*What to produce:*
Filter the material below so that only lines containing "function" remain.

*Excerpted records:*
•••••
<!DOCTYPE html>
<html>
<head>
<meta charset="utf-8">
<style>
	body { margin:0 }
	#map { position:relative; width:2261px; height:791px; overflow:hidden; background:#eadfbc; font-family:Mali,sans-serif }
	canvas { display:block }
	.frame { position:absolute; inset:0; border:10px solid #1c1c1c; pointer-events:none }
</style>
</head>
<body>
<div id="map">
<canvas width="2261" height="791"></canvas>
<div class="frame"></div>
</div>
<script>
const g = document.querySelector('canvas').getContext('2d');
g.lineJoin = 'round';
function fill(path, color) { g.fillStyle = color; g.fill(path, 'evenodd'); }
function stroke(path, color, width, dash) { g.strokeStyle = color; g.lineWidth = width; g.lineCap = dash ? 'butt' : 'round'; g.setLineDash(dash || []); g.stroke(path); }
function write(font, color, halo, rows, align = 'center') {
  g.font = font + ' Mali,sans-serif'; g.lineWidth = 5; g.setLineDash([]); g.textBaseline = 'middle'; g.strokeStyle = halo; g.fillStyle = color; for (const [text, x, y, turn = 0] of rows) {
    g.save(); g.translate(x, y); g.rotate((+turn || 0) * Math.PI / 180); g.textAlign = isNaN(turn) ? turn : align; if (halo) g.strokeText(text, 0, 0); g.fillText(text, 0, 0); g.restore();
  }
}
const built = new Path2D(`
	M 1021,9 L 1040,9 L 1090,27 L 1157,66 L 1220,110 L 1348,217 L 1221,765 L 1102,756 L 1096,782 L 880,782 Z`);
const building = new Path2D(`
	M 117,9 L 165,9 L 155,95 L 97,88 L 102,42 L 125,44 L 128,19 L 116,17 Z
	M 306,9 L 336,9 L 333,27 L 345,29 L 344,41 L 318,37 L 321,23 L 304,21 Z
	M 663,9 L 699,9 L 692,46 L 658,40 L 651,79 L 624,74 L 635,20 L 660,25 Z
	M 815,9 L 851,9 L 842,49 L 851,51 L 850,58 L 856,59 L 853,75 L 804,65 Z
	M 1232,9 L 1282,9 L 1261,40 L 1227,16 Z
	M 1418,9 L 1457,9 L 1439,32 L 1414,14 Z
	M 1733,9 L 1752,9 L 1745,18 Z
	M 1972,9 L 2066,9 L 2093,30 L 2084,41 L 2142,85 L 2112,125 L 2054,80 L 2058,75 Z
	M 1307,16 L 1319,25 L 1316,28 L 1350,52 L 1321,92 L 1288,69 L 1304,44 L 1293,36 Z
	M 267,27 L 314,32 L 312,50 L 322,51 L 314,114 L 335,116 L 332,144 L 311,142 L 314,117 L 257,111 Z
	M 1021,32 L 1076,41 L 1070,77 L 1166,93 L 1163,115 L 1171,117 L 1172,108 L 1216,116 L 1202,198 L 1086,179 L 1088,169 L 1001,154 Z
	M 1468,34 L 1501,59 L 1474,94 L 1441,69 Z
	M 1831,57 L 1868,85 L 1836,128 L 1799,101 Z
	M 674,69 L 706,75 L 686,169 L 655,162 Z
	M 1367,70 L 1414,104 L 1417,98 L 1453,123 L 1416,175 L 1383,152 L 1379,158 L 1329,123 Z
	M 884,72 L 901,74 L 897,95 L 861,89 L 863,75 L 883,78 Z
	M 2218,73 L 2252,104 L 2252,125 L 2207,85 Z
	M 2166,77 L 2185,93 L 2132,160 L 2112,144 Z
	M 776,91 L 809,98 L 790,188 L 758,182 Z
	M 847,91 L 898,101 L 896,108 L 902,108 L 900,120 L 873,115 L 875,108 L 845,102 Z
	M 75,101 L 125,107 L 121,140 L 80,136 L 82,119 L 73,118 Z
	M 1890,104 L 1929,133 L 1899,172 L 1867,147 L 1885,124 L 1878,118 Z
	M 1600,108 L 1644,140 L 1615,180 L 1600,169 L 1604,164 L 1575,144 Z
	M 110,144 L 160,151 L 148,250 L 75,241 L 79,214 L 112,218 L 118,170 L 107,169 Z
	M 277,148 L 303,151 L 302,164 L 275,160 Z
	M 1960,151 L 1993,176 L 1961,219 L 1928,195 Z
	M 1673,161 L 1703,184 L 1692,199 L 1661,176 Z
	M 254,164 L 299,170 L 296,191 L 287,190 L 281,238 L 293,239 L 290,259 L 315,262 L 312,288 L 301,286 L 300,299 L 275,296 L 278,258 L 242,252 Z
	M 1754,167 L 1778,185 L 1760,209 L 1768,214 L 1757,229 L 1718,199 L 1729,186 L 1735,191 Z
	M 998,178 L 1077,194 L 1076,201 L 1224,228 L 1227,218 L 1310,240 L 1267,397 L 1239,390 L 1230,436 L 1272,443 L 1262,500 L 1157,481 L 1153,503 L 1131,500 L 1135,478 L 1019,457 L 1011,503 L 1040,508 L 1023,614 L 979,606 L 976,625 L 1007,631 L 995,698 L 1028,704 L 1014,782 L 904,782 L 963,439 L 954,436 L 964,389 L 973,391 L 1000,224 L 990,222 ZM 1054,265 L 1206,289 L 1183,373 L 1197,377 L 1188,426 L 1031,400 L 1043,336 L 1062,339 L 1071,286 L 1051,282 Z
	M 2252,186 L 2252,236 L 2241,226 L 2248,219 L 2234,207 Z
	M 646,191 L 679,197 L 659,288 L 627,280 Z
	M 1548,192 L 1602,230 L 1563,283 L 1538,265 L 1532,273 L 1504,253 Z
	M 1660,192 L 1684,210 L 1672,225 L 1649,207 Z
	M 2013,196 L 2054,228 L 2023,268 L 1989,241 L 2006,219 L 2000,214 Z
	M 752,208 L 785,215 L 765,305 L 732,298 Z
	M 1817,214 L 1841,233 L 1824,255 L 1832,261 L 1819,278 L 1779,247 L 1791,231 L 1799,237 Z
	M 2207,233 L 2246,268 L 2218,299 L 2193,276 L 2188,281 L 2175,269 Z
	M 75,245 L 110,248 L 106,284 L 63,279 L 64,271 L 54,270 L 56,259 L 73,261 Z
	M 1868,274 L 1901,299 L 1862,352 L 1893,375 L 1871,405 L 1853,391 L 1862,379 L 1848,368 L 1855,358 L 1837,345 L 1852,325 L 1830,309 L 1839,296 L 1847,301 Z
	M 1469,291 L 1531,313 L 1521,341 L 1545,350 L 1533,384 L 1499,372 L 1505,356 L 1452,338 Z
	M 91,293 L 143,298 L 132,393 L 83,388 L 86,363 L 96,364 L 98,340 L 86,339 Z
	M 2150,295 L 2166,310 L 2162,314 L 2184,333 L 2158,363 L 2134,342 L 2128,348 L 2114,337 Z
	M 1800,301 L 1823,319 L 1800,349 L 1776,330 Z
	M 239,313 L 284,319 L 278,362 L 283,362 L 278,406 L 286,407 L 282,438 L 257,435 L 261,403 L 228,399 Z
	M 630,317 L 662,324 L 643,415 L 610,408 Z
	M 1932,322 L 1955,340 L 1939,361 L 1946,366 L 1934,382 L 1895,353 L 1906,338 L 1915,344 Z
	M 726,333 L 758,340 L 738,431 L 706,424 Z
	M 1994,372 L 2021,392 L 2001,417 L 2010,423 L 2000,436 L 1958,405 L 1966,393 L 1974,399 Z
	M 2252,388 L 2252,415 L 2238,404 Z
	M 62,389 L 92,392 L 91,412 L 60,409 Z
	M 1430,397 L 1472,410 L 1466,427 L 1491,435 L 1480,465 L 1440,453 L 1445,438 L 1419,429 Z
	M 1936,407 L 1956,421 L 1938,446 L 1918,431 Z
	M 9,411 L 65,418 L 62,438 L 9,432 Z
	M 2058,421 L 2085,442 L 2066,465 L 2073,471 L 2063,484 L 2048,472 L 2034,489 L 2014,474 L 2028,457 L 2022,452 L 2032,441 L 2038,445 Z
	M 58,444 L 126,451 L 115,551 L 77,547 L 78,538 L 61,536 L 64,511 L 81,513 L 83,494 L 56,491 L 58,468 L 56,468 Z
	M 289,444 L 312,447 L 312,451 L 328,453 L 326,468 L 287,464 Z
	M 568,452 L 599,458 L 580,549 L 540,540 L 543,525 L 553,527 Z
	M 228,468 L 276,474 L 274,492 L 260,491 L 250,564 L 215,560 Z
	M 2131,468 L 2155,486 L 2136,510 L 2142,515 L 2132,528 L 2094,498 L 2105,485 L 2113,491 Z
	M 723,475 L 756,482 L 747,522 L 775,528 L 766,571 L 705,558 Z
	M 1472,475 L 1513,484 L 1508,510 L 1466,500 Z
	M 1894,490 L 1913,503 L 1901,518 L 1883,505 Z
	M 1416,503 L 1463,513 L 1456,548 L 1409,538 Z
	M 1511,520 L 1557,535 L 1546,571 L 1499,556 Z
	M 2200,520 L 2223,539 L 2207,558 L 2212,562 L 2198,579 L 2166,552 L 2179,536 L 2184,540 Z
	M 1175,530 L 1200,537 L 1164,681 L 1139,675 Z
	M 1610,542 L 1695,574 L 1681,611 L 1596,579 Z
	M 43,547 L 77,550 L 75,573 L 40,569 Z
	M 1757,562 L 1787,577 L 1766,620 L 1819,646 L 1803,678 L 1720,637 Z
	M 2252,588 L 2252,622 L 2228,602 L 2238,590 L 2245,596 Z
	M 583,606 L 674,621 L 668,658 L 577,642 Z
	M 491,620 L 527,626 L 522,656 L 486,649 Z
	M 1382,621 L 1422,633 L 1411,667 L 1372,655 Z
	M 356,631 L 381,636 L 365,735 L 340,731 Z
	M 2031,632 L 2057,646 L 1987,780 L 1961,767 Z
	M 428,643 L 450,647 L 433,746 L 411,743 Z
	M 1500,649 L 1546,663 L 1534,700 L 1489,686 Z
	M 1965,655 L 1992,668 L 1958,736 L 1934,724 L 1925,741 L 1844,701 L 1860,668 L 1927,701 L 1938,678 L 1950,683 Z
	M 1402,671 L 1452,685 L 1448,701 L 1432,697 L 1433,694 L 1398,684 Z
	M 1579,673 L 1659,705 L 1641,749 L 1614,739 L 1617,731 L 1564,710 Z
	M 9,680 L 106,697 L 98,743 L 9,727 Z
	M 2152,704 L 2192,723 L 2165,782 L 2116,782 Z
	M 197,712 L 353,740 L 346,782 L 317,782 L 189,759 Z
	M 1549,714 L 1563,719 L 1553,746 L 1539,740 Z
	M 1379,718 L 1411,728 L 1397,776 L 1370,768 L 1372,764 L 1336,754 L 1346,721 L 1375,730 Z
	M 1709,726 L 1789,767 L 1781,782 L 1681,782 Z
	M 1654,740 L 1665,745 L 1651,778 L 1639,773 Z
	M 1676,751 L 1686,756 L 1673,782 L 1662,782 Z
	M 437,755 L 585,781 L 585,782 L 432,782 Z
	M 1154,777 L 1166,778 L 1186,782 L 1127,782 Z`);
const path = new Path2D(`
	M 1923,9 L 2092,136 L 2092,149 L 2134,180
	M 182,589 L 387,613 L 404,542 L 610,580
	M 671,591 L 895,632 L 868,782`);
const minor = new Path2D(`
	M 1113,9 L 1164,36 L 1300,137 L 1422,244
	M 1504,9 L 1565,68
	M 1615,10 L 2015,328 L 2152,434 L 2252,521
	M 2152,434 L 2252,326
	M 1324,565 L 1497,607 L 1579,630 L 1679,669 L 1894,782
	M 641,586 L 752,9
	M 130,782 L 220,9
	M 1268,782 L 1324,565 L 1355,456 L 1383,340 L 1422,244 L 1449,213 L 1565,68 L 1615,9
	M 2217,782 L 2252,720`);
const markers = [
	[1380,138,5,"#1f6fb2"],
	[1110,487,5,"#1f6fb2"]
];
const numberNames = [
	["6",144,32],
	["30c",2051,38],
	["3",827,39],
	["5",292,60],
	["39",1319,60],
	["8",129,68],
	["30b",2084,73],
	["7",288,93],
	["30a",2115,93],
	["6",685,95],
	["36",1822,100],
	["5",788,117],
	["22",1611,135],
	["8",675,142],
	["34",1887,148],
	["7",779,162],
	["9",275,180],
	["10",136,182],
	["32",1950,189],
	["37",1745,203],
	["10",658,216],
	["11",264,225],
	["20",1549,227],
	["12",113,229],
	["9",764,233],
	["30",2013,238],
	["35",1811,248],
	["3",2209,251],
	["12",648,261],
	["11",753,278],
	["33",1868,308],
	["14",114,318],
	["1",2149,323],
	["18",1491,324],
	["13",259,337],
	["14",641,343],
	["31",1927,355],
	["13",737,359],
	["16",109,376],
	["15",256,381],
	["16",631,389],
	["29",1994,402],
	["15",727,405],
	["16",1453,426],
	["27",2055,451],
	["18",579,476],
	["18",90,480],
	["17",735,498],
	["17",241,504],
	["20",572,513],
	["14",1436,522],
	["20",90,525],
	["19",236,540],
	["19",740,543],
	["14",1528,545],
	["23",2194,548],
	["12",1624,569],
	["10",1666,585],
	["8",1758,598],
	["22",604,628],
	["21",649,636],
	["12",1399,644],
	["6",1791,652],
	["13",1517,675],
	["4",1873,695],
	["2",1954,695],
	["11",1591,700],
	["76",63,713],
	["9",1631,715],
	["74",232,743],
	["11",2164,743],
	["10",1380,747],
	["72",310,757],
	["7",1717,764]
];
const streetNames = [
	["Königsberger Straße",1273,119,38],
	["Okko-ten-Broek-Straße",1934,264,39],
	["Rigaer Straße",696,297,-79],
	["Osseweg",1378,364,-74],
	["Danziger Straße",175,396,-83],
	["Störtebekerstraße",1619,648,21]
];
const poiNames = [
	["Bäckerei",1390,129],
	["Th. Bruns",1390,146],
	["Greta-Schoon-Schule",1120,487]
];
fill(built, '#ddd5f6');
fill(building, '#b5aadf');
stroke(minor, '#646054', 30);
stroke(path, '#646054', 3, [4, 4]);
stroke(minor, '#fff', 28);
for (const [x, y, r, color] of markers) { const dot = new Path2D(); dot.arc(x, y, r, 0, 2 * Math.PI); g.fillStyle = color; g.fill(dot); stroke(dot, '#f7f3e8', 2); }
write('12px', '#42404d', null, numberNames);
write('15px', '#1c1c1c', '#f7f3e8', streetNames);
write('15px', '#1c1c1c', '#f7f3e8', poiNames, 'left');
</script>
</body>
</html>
•••••
*Solution for this task:*
function fill(path, color) { g.fillStyle = color; g.fill(path, 'evenodd'); }
function stroke(path, color, width, dash) { g.strokeStyle = color; g.lineWidth = width; g.lineCap = dash ? 'butt' : 'round'; g.setLineDash(dash || []); g.stroke(path); }
function write(font, color, halo, rows, align = 'center') {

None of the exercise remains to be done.